**What is expected**
A verbatim transcript of the lines below, starting at the first and ending with the one that holds "ctx.lineWidth = width;", is what should be produced.

---- Dataset excerpts

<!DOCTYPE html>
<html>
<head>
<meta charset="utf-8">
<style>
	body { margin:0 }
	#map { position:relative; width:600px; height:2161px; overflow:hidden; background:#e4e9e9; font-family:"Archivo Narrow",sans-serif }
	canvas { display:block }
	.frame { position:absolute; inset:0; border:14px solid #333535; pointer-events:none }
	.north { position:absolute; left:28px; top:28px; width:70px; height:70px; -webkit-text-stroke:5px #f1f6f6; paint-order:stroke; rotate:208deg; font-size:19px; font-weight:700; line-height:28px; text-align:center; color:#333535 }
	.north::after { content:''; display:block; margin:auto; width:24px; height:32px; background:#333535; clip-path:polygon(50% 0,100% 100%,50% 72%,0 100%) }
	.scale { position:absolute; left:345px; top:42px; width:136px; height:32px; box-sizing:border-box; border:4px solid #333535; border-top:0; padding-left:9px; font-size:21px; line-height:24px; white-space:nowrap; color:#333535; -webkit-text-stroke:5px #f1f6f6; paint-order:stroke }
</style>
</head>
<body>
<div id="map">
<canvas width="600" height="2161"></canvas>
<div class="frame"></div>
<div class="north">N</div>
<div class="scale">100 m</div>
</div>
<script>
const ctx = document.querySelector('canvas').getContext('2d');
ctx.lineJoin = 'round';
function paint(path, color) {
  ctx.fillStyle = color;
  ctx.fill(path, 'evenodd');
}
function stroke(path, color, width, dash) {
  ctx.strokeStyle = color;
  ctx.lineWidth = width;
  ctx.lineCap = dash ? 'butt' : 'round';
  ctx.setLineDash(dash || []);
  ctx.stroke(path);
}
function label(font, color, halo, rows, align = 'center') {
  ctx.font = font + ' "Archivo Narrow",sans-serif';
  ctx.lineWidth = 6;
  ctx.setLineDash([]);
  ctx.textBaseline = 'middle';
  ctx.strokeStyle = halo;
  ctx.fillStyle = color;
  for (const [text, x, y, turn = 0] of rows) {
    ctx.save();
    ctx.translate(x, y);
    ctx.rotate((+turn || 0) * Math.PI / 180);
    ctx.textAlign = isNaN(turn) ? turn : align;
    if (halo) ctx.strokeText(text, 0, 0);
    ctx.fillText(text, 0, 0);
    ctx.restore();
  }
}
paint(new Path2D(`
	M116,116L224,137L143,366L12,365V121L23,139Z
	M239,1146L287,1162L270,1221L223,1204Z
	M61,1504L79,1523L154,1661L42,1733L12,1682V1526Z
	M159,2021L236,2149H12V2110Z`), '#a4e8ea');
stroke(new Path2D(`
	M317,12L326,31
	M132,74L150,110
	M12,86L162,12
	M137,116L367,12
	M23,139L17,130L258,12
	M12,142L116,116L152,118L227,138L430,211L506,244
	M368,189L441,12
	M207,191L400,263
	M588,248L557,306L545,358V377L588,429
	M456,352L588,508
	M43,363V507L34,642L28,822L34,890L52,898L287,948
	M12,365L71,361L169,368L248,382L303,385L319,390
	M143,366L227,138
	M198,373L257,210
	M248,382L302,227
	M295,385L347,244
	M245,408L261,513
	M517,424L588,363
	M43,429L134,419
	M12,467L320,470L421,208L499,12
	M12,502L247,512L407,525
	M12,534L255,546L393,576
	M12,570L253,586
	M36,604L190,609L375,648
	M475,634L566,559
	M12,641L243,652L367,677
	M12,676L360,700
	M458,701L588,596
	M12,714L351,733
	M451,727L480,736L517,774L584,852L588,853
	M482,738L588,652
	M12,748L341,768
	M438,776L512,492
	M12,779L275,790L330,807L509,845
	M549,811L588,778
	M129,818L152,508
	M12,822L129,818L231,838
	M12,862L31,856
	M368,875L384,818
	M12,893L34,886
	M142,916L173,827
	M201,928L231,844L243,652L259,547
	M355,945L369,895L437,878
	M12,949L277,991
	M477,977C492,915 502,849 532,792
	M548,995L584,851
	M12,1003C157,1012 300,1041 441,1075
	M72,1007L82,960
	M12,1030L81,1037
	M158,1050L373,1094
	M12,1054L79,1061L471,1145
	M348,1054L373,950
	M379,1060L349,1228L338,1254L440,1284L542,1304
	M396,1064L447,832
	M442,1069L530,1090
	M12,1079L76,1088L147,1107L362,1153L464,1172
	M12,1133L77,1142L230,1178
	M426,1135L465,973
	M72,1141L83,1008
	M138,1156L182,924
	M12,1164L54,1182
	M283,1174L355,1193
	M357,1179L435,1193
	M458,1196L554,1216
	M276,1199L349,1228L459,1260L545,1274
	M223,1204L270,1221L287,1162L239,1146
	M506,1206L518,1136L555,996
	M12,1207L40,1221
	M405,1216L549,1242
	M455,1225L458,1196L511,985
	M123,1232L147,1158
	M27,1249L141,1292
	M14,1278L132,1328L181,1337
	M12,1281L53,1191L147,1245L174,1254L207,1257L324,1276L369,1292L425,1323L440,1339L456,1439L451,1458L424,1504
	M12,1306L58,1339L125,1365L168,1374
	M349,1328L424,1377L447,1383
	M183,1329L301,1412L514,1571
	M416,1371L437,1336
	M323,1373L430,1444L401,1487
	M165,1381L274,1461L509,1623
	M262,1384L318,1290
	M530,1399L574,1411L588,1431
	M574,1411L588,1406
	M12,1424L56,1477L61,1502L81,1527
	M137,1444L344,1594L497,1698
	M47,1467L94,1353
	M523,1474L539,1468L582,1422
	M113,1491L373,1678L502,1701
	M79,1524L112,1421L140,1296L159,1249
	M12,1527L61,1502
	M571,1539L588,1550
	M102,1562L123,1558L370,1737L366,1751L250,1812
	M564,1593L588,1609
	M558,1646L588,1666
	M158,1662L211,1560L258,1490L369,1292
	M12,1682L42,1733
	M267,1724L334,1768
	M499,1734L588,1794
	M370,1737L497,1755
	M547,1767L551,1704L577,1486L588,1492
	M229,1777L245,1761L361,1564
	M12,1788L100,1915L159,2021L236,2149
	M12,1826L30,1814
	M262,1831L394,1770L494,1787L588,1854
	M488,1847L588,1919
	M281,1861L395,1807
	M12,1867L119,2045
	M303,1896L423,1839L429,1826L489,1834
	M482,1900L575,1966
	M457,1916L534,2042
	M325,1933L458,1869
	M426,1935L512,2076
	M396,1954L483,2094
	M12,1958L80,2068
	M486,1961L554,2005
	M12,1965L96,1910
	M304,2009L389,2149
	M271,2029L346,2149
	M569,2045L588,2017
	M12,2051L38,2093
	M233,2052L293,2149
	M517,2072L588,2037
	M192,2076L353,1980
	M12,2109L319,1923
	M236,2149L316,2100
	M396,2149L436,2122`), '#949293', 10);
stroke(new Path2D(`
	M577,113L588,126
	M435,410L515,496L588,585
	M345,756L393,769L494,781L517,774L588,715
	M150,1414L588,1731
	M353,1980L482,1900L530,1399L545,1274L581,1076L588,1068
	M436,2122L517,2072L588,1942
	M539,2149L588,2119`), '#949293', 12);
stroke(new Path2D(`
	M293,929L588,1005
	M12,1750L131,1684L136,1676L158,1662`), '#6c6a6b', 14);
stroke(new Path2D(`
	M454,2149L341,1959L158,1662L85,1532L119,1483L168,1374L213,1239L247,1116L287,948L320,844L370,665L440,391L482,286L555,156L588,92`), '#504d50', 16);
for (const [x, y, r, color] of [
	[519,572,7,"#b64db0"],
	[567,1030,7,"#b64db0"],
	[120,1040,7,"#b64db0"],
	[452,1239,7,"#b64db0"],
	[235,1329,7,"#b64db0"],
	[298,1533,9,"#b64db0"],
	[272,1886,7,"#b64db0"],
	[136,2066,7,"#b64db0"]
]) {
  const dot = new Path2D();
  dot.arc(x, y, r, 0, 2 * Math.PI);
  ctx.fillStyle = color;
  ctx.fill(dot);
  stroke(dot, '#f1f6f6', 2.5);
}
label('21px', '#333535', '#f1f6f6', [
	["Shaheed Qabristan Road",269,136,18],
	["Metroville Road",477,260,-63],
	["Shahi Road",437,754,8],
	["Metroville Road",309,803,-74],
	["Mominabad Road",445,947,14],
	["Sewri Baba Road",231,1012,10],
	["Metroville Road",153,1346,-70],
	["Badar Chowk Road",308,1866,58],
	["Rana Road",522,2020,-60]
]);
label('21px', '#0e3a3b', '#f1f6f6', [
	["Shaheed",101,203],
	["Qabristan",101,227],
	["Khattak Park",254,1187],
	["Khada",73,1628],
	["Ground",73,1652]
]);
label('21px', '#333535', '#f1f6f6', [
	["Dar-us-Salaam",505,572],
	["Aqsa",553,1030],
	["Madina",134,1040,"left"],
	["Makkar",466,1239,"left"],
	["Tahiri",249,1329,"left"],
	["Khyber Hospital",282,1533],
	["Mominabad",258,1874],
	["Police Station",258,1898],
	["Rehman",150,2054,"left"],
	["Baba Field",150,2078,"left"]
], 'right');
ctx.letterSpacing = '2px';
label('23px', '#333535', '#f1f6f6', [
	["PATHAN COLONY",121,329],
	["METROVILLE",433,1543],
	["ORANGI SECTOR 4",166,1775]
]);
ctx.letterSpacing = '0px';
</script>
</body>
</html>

--------

**Solution for this task**
<!DOCTYPE html>
<html>
<head>
<meta charset="utf-8">
<style>
	body { margin:0 }
	#map { position:relative; width:600px; height:2161px; overflow:hidden; background:#e4e9e9; font-family:"Archivo Narrow",sans-serif }
	canvas { display:block }
	.frame { position:absolute; inset:0; border:14px solid #333535; pointer-events:none }
	.north { position:absolute; left:28px; top:28px; width:70px; height:70px; -webkit-text-stroke:5px #f1f6f6; paint-order:stroke; rotate:208deg; font-size:19px; font-weight:700; line-height:28px; text-align:center; color:#333535 }
	.north::after { content:''; display:block; margin:auto; width:24px; height:32px; background:#333535; clip-path:polygon(50% 0,100% 100%,50% 72%,0 100%) }
	.scale { position:absolute; left:345px; top:42px; width:136px; height:32px; box-sizing:border-box; border:4px solid #333535; border-top:0; padding-left:9px; font-size:21px; line-height:24px; white-space:nowrap; color:#333535; -webkit-text-stroke:5px #f1f6f6; paint-order:stroke }
</style>
</head>
<body>
<div id="map">
<canvas width="600" height="2161"></canvas>
<div class="frame"></div>
<div class="north">N</div>
<div class="scale">100 m</div>
</div>
<script>
const ctx = document.querySelector('canvas').getContext('2d');
ctx.lineJoin = 'round';
function paint(path, color) {
  ctx.fillStyle = color;
  ctx.fill(path, 'evenodd');
}
function stroke(path, color, width, dash) {
  ctx.strokeStyle = color;
  ctx.lineWidth = width;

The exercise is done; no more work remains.